-1

I'm trying to plot a histogram for a big data (nearly 7 million points) in python where I want to know the frequency of values. I have tried this code but it takes too long to finish more than an hour! So, are there any suggestions?

import numpy as np
import matplotlib.pyplot as plt

file_path = "D:/results/planarity2.txt" 
data_array = []

with open(file_path, "r") as file:
    for line in file:
        value = line.strip()  
        data_array.append(value)
column_values = data_array 

unique_values, counts = np.unique(column_values, return_counts=True)

value_frequency = dict(zip(unique_values, counts))


x_values = list(value_frequency.keys())
y_values = list(value_frequency.values())

plt.bar(x_values, y_values, edgecolor='black', alpha=0.7)


plt.xlabel('Column Values')
plt.ylabel('Frequency')
plt.title('Frequency of Points Based on Column Values')
plt.show()

I also tried this but no use

import numpy as np
import matplotlib.pyplot as plt

file_path = "D:/results/planarity2.txt" 
data_array = []

with open(file_path, "r") as file:
    for line in file:
        value = line.strip()  
        data_array.append(value)
column_values = data_array 
value_frequency = {}

for value in column_values:
    if value in value_frequency:
        value_frequency[value] += 1
    else:
        value_frequency[value] = 1

x_values = list(value_frequency.keys())
y_values = list(value_frequency.values())

plt.bar(x_values, y_values, edgecolor='black', alpha=0.7)

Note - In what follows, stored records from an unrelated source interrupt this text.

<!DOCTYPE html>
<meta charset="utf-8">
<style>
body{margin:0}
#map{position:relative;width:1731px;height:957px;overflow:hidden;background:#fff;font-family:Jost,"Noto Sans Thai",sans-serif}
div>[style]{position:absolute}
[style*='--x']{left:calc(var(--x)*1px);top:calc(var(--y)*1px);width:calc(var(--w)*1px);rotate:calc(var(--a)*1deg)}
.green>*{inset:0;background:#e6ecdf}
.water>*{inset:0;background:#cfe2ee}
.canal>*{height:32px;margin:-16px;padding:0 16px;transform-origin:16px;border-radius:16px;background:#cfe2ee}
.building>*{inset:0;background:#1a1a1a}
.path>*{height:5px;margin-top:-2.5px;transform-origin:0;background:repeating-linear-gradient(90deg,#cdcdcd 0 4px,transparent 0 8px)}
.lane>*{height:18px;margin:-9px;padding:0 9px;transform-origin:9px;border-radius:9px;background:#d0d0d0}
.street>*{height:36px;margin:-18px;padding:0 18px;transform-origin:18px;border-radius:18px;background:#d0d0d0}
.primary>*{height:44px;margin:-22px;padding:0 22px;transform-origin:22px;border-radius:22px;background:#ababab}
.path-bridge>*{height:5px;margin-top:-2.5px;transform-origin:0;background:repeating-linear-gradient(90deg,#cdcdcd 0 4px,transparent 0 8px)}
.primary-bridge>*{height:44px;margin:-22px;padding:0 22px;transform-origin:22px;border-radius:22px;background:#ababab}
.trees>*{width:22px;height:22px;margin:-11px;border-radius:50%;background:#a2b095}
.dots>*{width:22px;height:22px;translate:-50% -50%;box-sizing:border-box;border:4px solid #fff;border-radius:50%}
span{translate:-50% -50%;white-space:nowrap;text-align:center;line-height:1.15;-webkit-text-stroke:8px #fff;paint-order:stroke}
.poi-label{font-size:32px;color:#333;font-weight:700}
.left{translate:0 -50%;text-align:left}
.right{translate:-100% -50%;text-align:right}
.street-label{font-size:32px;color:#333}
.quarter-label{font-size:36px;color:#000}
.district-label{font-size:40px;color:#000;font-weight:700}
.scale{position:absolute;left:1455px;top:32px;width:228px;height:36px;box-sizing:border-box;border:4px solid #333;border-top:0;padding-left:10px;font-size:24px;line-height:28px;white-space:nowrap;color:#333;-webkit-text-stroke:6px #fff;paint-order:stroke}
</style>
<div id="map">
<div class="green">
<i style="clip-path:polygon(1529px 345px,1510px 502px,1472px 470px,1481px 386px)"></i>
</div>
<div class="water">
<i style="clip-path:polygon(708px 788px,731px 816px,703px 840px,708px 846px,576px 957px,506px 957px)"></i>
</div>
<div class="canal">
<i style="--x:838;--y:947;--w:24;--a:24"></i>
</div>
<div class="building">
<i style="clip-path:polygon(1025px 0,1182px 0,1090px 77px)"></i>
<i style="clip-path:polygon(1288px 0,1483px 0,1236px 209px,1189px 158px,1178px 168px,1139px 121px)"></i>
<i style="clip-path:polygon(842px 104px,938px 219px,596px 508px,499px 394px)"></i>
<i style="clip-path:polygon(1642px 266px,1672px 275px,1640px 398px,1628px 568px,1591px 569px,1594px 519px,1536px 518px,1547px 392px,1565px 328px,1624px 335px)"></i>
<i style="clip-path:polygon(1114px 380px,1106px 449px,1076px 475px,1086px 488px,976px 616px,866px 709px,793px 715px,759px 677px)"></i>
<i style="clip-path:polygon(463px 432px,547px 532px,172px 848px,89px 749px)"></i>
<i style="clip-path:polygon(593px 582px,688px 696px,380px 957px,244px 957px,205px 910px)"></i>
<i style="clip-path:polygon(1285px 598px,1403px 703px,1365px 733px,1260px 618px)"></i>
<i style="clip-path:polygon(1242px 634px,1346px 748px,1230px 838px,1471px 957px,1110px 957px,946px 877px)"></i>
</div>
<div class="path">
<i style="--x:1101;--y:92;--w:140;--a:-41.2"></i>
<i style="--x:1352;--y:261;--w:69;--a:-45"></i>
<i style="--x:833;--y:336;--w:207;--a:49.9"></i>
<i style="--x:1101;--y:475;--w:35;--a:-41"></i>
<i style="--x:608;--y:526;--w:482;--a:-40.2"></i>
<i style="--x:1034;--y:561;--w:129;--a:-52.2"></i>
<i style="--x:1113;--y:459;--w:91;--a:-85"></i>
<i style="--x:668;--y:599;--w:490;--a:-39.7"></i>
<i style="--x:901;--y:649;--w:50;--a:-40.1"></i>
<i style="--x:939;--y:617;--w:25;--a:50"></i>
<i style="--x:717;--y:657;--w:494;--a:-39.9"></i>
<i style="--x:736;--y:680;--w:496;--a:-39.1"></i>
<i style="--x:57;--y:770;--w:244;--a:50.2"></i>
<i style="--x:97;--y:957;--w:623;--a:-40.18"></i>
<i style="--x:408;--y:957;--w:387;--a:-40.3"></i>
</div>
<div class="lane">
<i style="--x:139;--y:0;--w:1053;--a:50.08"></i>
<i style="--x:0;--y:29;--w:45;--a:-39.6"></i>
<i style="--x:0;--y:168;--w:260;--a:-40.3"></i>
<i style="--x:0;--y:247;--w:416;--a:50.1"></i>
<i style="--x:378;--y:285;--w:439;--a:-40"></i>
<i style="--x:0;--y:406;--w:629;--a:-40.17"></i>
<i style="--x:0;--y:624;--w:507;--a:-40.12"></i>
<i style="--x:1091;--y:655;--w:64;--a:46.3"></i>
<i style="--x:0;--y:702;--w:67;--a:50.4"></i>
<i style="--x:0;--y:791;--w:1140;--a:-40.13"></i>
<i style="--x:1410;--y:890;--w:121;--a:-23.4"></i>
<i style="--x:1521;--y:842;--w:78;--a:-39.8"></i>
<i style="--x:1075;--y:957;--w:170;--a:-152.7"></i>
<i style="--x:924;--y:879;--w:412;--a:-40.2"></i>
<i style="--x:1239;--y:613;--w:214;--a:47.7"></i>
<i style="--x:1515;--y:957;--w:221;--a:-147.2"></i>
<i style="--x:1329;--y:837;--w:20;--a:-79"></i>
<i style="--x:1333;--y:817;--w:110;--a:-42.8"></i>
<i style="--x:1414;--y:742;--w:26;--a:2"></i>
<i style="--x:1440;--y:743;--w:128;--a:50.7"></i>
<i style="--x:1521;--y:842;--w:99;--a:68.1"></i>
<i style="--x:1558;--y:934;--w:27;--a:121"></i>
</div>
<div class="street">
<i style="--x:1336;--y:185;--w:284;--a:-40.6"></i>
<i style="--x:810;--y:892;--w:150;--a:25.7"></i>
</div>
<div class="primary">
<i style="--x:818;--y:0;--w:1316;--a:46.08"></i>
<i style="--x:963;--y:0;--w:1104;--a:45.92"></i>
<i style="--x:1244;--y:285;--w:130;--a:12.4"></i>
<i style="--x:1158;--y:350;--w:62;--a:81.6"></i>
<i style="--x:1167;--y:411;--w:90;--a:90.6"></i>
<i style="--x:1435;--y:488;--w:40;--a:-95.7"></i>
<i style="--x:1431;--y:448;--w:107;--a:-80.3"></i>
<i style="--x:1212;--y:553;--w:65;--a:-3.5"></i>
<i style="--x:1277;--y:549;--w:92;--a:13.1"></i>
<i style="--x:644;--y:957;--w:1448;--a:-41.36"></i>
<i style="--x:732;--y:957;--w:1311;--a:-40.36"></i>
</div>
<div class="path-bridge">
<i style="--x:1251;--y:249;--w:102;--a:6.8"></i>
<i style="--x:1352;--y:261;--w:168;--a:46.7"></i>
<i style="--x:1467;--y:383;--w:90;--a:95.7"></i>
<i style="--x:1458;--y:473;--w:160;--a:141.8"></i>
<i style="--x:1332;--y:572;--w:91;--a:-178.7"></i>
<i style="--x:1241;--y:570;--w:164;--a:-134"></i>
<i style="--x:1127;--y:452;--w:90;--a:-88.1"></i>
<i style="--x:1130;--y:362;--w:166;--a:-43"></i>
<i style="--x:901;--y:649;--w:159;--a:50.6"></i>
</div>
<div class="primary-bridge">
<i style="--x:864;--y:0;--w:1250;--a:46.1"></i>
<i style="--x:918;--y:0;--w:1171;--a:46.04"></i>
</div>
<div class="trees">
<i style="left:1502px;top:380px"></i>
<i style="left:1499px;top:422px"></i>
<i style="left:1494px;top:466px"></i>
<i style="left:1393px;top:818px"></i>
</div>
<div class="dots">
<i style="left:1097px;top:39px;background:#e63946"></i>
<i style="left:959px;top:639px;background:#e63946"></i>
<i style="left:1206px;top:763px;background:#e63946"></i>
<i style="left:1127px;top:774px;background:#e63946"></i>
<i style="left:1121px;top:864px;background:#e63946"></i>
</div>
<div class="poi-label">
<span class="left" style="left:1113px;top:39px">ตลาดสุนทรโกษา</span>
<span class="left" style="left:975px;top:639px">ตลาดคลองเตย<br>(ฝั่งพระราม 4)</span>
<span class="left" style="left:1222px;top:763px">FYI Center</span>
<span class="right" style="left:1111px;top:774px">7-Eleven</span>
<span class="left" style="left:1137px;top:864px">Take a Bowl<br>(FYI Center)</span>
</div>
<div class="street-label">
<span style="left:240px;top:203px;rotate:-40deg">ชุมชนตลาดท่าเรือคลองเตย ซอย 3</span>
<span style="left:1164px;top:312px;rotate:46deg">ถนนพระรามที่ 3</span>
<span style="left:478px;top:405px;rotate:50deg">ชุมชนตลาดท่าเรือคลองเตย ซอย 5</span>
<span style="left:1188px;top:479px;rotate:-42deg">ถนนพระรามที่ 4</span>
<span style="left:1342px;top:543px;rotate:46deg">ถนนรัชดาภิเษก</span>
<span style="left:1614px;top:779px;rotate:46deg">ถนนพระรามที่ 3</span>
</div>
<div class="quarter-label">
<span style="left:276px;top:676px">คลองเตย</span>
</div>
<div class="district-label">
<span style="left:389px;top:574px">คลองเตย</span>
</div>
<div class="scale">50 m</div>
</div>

plt.xlabel('Column Values')
plt.ylabel('Frequency')
plt.title('Frequency of Points Based on Column Values')
plt.show()
Trenton McKinney
  • 56,955
  • 33
  • 144
  • 158
youssef
  • 1
  • 1
  • Are the values in your input file just numbers or are they strings of text? If they are strings of text, what maximum length are they? – Matt Pitkin Sep 01 '23 at 15:40

1 Answers1

0

I think your main issue is the fact that you seem to be reading in the file and leaving things as strings rather than converting the values into numbers and holding them in a NumPy array (assuming that you values are just numbers?). Having 7 million data points should not be a particular problem. One thing to try first is to just read in the file using the NumPy loadtxt function, which will automatically convert the values to floating point numbers when they are read in and output a NumPy array. E.g., rather than:

file_path = "D:/results/planarity2.txt" 
data_array = []

with open(file_path, "r") as file:
    for line in file:
        value = line.strip()  
        data_array.append(value)
column_values = data_array

just have:

file_path = "D:/results/planarity2.txt"
column_values = np.loadtxt(file_path)

See if that helps.

Matt Pitkin
  • 3,989
  • 1
  • 18
  • 32